Skip to content

Implement Durable Search Provider Components for golem:search WIT Interface #32

@jdegoes

Description

@jdegoes

This ticket involves implementing the golem:search interface for several major document and vector search providers. This WIT interface defines a unified abstraction over full-text and metadata-based search functionality, enabling developers to interact with a consistent and well-typed API regardless of provider differences.

The interface supports indexed document storage, structured schema definition, full-text and filtered search, result highlighting, faceting, and pagination. It is designed to degrade gracefully when providers do not support a particular capability, using optional fields and structured error variants.

This task is to implement the interface as a series of WASM components (WASI 0.23) in Rust, following Golem conventions for component development, durability integration, and structured error handling.

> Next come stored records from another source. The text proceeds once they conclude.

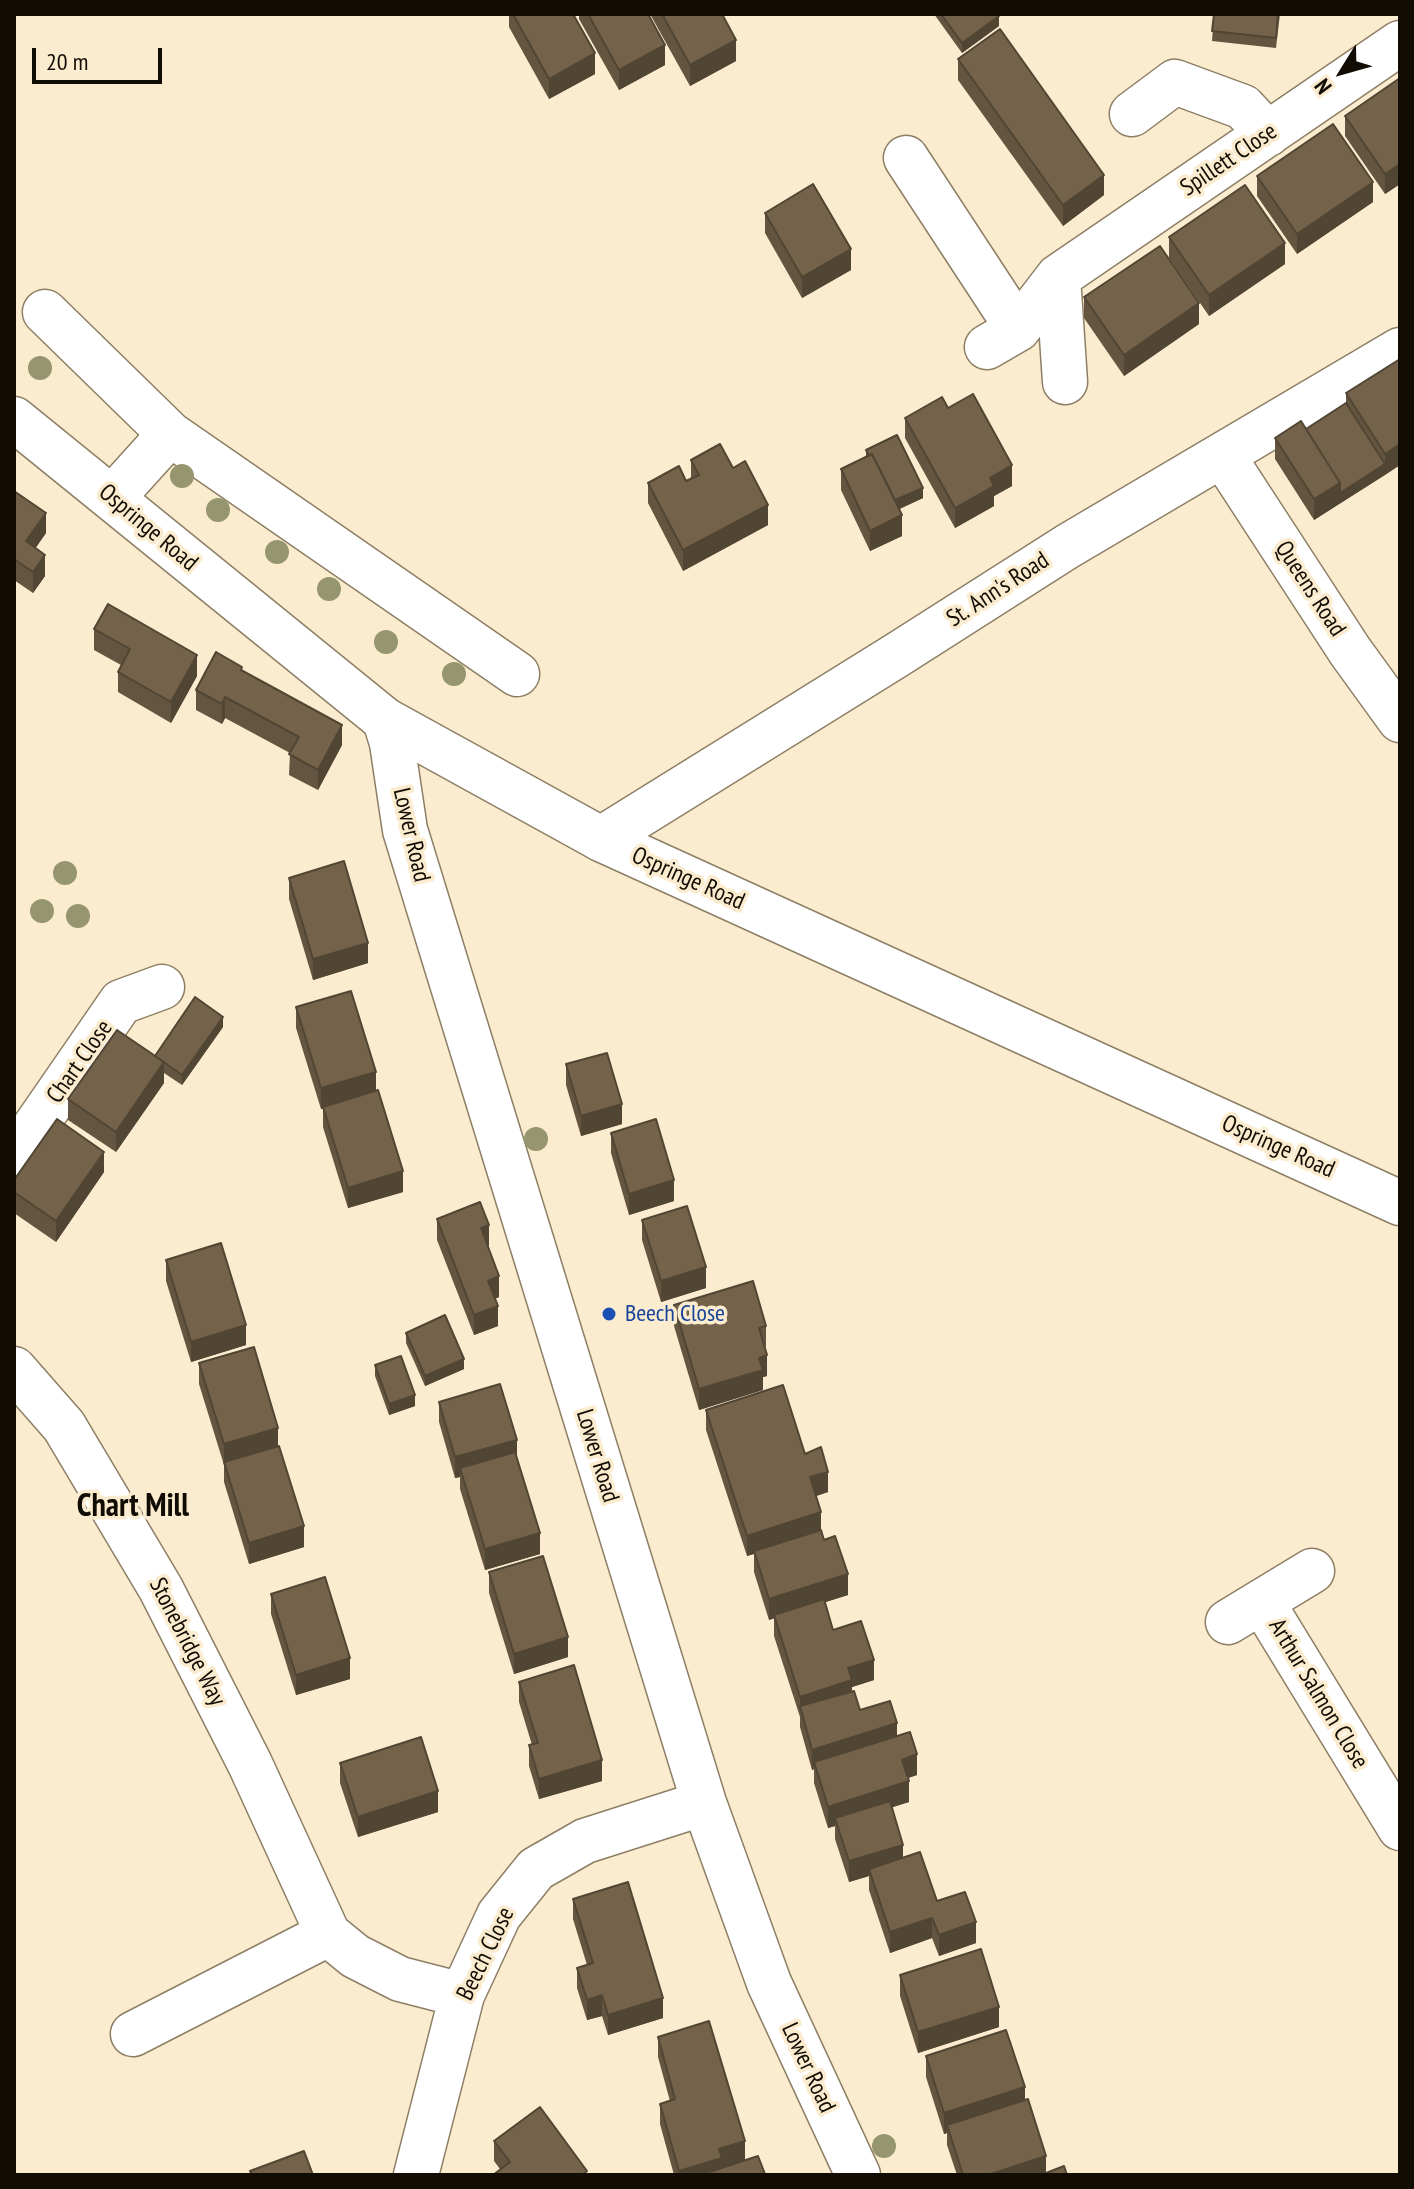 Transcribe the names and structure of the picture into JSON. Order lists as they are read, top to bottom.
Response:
{
  "streets": {
    "street": [
      "Spillett Close",
      "Ospringe Road",
      "Queens Road",
      "St. Ann's Road",
      "Lower Road",
      "Chart Close",
      "Stonebridge Way",
      "Arthur Salmon Close",
      "Beech Close"
    ]
  },
  "crossings": [
    ["Ospringe Road", "St. Ann's Road"],
    ["Ospringe Road", "Lower Road"],
    ["Queens Road", "St. Ann's Road"],
    ["Lower Road", "Beech Close"],
    ["Stonebridge Way", "Beech Close"]
  ],
  "districts": ["Chart Mill"],
  "places": ["Beech Close"],
  "scale_bar": "20 m",
  "north": "bottom left"
}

Note: The golem:search interface was created after analyzing the WIT-based APIs of leading search systems. If you find improvements or simplifications that could be made, you’re encouraged to propose them with justification.


Target Providers

The following providers are prioritized for implementation:

  • ElasticSearch
    Popular distributed search engine, powerful full-text capabilities, supports scroll-based pagination and flexible schema.

  • OpenSearch
    AWS-backed fork of ElasticSearch with extended features including index lifecycle management, snapshots, and cluster APIs.

  • Algolia
    Developer-friendly hosted search API optimized for instant search and relevance tuning, with support for filters, pagination, and ranking.

  • Typesense
    Lightweight open-source search engine focused on simplicity and speed, supports schema enforcement, vector fields, and filters.

  • Meilisearch
    Modern, fast, and open-source search engine with support for faceting, typo tolerance, and ranked search, now includes vector support.


Deliverables

Each provider must be implemented as a standalone WASM component with full test coverage and integration with Golem’s durability APIs.

Component Artifacts

  • search-elastic.wasm
  • search-opensearch.wasm
  • search-algolia.wasm
  • search-typesense.wasm
  • search-meilisearch.wasm

Each component must:

  • Fully implement the golem:search interface per the WIT spec
  • Compile cleanly with cargo component targeting WASI 0.23
  • Use environment variables for configuration and authentication
  • Integrate Golem durability for consistent and resumable execution
  • Handle unsupported features using search-error.unsupported or option<T> fields

Testing Requirements

All components must be tested for:

  • Index creation and deletion (if supported)
  • Document insert, update, delete, and retrieval
  • Full-text search with filters, sorting, and pagination
  • Highlighted results and facet metadata (where supported)
  • Schema inspection and validation
  • Search streaming behavior and pagination correctness
  • Graceful fallback for unsupported operations
  • Error mappings: invalid input, rate limiting, timeouts, network failures
  • Integration with Golem durability and config handling

Configuration via Environment Variables

Common

  • SEARCH_PROVIDER_ENDPOINT
  • SEARCH_PROVIDER_TIMEOUT (default: 30)
  • SEARCH_PROVIDER_MAX_RETRIES (default: 3)
  • SEARCH_PROVIDER_LOG_LEVEL

Provider-Specific Examples

  • ALGOLIA_APP_ID, ALGOLIA_API_KEY
  • MEILISEARCH_API_KEY
  • ELASTIC_PASSWORD, ELASTIC_CLOUD_ID

Graceful Degradation Strategy

The interface leverages option<T> and search-error.unsupported to enable partial implementations:

  • Providers that don’t support index creation can return unsupported
  • Schema-inspecting APIs may return empty or inferred schema info
  • Facets, highlights, or document scores may be omitted if not available
  • Streaming search can fallback to paginated batches internally
  • Provider-specific features can be safely ignored unless explicitly declared in provider-params

This work enables robust and interoperable search functionality across multiple ecosystems, paving the way for plug-and-play search capabilities in the Golem platform.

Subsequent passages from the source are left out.